------ Data for this task ------

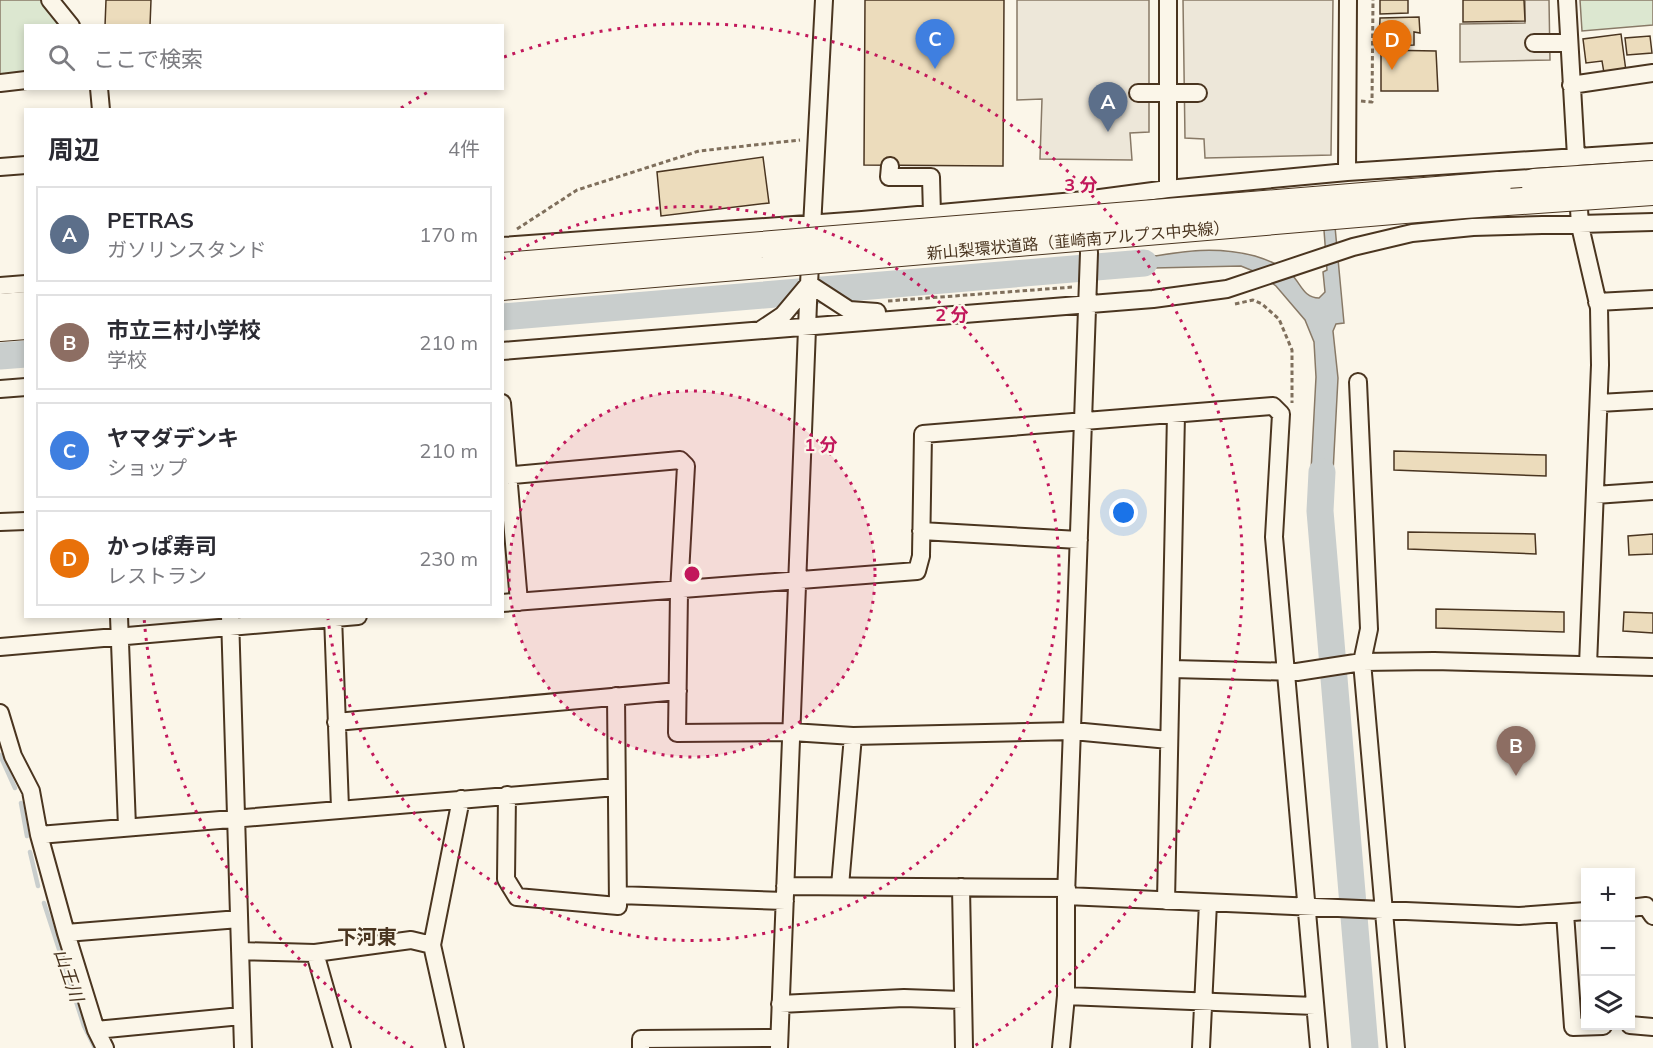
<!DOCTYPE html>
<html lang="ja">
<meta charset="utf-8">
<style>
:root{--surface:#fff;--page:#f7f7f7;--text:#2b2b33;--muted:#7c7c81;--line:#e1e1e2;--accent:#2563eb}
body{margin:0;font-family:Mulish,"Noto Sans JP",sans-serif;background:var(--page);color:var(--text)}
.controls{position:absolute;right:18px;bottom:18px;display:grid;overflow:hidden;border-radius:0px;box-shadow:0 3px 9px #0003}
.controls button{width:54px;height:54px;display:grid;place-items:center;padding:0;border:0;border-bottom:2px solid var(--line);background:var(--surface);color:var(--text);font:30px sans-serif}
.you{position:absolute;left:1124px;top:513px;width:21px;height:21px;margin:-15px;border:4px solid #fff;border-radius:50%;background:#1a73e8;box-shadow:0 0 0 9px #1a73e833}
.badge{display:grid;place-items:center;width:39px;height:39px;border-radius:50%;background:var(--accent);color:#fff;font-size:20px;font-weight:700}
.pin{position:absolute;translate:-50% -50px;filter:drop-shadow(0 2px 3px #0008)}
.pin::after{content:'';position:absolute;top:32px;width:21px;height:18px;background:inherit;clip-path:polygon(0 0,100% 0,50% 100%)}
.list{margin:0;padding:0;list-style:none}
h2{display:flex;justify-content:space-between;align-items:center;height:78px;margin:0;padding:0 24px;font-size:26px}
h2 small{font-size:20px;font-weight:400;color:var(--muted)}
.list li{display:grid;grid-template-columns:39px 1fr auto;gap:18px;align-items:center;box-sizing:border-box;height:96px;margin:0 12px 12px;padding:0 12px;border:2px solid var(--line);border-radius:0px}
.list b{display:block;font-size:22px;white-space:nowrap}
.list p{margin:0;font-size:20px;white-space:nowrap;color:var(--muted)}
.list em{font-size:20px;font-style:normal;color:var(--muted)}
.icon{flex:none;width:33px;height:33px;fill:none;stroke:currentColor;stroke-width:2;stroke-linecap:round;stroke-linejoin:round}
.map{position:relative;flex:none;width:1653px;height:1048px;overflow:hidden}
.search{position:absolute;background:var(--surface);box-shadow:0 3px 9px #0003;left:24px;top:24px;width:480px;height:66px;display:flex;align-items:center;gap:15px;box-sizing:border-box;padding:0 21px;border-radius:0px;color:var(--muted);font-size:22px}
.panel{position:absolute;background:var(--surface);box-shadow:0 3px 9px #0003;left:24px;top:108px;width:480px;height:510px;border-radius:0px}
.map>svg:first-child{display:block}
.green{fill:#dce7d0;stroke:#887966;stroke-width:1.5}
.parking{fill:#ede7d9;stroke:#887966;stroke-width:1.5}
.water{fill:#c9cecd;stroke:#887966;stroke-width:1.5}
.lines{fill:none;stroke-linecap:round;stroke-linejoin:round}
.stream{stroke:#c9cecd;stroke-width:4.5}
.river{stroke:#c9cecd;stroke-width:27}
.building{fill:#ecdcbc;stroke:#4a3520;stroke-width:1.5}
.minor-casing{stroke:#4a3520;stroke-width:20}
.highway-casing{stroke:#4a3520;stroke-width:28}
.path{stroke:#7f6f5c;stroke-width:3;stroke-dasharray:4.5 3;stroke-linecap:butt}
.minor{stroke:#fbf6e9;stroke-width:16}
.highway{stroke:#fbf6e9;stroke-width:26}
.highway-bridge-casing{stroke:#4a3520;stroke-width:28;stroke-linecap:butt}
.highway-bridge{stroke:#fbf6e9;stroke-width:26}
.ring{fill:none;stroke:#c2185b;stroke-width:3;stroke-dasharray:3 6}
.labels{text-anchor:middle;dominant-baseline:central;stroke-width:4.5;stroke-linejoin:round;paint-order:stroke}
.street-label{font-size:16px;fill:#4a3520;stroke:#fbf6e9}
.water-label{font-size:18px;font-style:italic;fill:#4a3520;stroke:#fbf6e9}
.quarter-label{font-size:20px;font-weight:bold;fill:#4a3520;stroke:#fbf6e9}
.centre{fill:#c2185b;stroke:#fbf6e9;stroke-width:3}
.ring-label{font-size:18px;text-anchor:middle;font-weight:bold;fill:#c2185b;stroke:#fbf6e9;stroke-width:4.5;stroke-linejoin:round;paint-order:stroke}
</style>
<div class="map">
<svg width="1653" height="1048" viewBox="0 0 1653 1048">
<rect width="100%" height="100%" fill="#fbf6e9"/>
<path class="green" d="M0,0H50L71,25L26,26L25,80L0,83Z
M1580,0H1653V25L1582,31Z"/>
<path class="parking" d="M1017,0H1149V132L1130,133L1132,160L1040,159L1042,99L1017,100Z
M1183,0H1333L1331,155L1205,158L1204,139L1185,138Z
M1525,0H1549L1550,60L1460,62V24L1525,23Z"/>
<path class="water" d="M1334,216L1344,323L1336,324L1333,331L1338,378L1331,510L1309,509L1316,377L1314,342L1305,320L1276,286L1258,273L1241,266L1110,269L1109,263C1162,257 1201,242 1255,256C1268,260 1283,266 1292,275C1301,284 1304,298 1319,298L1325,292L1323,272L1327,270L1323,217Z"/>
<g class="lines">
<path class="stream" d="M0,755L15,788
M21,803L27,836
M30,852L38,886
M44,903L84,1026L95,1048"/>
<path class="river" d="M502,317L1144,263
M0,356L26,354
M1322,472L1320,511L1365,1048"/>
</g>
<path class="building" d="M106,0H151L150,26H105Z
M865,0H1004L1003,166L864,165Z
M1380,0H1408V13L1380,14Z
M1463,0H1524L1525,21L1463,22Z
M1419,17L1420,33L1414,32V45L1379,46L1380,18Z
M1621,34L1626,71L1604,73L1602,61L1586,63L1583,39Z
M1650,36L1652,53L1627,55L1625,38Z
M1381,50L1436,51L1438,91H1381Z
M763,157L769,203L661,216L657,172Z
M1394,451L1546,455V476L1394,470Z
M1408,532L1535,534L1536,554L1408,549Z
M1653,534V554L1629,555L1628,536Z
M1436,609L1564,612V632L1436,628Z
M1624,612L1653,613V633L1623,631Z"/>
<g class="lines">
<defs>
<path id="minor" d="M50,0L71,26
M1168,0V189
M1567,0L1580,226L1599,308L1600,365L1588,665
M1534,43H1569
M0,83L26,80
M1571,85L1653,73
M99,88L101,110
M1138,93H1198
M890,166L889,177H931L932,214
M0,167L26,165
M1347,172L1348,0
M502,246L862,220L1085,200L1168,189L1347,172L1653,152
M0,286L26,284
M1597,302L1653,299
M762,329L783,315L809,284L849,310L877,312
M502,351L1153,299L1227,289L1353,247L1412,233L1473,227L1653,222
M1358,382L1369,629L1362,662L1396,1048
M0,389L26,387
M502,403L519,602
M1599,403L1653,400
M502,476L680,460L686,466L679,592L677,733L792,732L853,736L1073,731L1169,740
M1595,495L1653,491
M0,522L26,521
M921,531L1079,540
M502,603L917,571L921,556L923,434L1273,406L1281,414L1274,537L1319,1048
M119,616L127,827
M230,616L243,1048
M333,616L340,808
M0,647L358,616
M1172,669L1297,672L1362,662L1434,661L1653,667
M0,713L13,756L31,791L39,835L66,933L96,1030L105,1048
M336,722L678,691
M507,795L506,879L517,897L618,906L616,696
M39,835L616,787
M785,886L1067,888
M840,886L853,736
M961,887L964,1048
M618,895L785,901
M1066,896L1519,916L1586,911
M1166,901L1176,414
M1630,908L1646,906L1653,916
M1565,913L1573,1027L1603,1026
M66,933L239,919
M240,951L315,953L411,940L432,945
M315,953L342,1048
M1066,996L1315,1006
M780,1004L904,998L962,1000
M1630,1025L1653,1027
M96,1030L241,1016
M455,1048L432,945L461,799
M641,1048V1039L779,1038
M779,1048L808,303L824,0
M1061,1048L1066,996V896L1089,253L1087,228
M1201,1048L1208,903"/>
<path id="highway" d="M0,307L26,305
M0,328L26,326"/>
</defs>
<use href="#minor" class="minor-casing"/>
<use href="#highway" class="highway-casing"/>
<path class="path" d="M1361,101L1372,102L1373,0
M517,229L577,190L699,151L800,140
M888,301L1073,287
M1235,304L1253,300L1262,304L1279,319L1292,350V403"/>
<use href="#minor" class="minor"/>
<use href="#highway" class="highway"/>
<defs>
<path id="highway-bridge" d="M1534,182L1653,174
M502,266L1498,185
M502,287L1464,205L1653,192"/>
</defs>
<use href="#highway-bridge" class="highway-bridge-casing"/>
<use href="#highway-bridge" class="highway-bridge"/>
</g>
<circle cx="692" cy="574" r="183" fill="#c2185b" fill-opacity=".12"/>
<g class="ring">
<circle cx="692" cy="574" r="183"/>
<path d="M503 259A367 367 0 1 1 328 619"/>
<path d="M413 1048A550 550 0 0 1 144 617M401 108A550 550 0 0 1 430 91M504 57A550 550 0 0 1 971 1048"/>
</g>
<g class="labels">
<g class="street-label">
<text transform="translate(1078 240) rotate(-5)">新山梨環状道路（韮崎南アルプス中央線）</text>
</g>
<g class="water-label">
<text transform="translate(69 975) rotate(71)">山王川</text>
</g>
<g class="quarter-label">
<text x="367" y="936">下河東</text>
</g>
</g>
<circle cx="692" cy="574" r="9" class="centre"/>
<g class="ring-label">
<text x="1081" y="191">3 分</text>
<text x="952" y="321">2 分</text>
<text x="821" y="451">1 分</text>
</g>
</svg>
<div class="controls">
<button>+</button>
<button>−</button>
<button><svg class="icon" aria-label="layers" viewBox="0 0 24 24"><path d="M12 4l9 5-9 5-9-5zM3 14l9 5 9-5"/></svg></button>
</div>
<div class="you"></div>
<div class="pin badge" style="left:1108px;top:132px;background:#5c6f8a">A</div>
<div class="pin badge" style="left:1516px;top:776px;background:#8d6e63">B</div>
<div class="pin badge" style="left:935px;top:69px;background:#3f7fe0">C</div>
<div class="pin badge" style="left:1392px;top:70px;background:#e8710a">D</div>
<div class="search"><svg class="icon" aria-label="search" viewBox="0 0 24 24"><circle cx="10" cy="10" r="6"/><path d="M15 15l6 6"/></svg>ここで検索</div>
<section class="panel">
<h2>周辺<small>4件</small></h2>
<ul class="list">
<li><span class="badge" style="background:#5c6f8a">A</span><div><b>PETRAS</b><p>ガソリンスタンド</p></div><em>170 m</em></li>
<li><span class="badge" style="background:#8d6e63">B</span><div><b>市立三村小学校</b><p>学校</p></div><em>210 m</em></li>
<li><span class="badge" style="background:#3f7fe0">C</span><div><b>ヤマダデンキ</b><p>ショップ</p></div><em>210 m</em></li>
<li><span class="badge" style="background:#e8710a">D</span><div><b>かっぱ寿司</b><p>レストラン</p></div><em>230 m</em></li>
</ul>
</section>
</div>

------
------ Data for this task ------

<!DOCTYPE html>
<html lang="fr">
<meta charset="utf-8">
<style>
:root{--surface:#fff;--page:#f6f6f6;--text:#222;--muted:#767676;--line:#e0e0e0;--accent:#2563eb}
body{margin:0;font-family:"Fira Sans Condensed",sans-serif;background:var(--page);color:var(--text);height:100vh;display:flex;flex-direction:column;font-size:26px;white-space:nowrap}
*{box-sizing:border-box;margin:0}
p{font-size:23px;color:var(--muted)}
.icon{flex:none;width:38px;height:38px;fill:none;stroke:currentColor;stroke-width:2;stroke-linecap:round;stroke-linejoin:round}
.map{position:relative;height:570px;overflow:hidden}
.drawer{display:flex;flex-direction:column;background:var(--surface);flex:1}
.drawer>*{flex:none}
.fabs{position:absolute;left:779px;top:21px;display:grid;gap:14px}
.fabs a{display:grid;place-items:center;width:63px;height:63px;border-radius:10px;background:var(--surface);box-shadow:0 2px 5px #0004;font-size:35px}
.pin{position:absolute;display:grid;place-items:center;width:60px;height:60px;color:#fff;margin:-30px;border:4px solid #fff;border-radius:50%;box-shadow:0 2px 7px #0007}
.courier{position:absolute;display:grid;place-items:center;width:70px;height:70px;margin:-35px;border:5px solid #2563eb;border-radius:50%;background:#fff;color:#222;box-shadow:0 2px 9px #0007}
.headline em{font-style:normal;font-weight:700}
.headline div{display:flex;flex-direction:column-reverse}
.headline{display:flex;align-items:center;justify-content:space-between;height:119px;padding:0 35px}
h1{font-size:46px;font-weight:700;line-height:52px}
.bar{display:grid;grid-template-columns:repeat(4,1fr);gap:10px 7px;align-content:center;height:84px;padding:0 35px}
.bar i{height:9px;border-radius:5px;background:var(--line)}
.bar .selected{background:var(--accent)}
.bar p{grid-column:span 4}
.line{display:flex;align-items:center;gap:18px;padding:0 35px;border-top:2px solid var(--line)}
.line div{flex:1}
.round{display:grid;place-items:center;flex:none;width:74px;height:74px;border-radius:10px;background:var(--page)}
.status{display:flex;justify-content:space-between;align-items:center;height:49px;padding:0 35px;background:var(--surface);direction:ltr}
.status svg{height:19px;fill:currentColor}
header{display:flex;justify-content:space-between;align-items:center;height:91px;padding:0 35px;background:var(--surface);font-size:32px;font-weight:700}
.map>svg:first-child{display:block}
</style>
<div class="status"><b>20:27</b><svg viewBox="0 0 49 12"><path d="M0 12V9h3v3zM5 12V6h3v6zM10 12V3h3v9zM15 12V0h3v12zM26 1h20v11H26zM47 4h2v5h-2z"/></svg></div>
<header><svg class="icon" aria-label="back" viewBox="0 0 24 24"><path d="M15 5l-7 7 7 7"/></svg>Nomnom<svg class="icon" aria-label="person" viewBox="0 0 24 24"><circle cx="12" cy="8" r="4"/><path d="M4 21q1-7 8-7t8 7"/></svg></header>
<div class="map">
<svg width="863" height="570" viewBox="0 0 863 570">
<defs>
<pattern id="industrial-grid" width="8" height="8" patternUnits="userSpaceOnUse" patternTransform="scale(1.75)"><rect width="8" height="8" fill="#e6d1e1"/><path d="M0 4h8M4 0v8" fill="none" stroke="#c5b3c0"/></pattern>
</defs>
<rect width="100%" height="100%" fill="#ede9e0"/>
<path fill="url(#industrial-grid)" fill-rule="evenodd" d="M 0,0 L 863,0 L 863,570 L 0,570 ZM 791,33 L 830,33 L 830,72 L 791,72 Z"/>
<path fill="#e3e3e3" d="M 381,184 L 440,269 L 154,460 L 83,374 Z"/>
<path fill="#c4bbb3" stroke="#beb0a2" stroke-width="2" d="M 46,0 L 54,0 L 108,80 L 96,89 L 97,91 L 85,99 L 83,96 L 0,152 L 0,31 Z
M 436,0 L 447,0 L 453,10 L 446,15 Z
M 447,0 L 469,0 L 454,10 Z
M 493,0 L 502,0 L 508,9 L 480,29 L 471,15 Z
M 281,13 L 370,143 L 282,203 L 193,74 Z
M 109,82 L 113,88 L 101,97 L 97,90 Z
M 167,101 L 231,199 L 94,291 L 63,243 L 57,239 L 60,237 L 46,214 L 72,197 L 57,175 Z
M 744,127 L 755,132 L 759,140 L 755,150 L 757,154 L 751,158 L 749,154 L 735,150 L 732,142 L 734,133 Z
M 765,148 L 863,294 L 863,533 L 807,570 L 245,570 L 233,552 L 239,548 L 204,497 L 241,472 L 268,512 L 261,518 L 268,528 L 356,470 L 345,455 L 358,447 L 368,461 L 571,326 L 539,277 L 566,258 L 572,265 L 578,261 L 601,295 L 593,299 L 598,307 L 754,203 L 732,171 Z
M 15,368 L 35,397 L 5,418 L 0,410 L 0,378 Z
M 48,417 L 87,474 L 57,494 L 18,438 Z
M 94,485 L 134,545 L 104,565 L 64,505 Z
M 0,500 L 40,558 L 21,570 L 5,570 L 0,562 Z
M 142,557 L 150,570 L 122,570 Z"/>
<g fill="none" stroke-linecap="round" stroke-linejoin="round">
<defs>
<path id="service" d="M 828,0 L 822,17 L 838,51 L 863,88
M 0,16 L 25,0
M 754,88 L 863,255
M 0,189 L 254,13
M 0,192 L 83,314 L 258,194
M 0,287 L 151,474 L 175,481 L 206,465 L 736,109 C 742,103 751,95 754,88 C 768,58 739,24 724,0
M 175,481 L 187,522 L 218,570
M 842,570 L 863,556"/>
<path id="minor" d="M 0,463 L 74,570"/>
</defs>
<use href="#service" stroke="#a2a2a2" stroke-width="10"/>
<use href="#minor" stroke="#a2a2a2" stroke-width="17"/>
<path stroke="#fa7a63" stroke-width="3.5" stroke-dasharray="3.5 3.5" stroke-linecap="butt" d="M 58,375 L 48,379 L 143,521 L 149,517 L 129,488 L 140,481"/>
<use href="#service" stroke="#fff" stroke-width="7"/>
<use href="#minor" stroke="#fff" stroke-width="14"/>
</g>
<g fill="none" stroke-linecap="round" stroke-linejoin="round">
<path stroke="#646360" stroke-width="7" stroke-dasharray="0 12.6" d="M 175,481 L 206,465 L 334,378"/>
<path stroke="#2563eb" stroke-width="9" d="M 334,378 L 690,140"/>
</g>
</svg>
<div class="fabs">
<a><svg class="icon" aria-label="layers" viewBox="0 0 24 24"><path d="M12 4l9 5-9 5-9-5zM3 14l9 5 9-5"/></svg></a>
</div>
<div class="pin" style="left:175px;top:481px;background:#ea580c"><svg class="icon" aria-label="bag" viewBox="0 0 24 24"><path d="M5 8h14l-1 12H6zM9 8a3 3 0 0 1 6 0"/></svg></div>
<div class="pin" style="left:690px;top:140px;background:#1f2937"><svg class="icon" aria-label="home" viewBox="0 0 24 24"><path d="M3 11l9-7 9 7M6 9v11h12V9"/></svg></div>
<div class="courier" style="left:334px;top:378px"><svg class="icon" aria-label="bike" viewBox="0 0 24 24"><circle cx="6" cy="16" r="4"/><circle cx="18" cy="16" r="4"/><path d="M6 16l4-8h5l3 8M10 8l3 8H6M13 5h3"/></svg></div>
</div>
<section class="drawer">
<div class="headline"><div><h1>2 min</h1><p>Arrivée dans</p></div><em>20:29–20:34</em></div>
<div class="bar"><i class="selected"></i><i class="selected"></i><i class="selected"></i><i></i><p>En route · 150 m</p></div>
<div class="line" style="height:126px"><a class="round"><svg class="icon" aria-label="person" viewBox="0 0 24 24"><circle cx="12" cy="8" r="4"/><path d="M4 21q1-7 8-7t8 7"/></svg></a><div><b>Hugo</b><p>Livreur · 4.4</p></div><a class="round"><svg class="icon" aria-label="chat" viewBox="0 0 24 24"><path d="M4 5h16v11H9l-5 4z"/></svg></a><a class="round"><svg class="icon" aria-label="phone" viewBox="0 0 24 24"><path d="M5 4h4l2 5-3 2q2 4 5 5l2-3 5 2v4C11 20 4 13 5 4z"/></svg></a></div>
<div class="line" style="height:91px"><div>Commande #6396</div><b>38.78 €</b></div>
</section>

------

**Problem to solve:**
Wherever the word "headline" turns up in a line of the entries above, copy that line.

**Exercise solution:**
.headline em{font-style:normal;font-weight:700}
.headline div{display:flex;flex-direction:column-reverse}
.headline{display:flex;align-items:center;justify-content:space-between;height:119px;padding:0 35px}
<div class="headline"><div><h1>2 min</h1><p>Arrivée dans</p></div><em>20:29–20:34</em></div>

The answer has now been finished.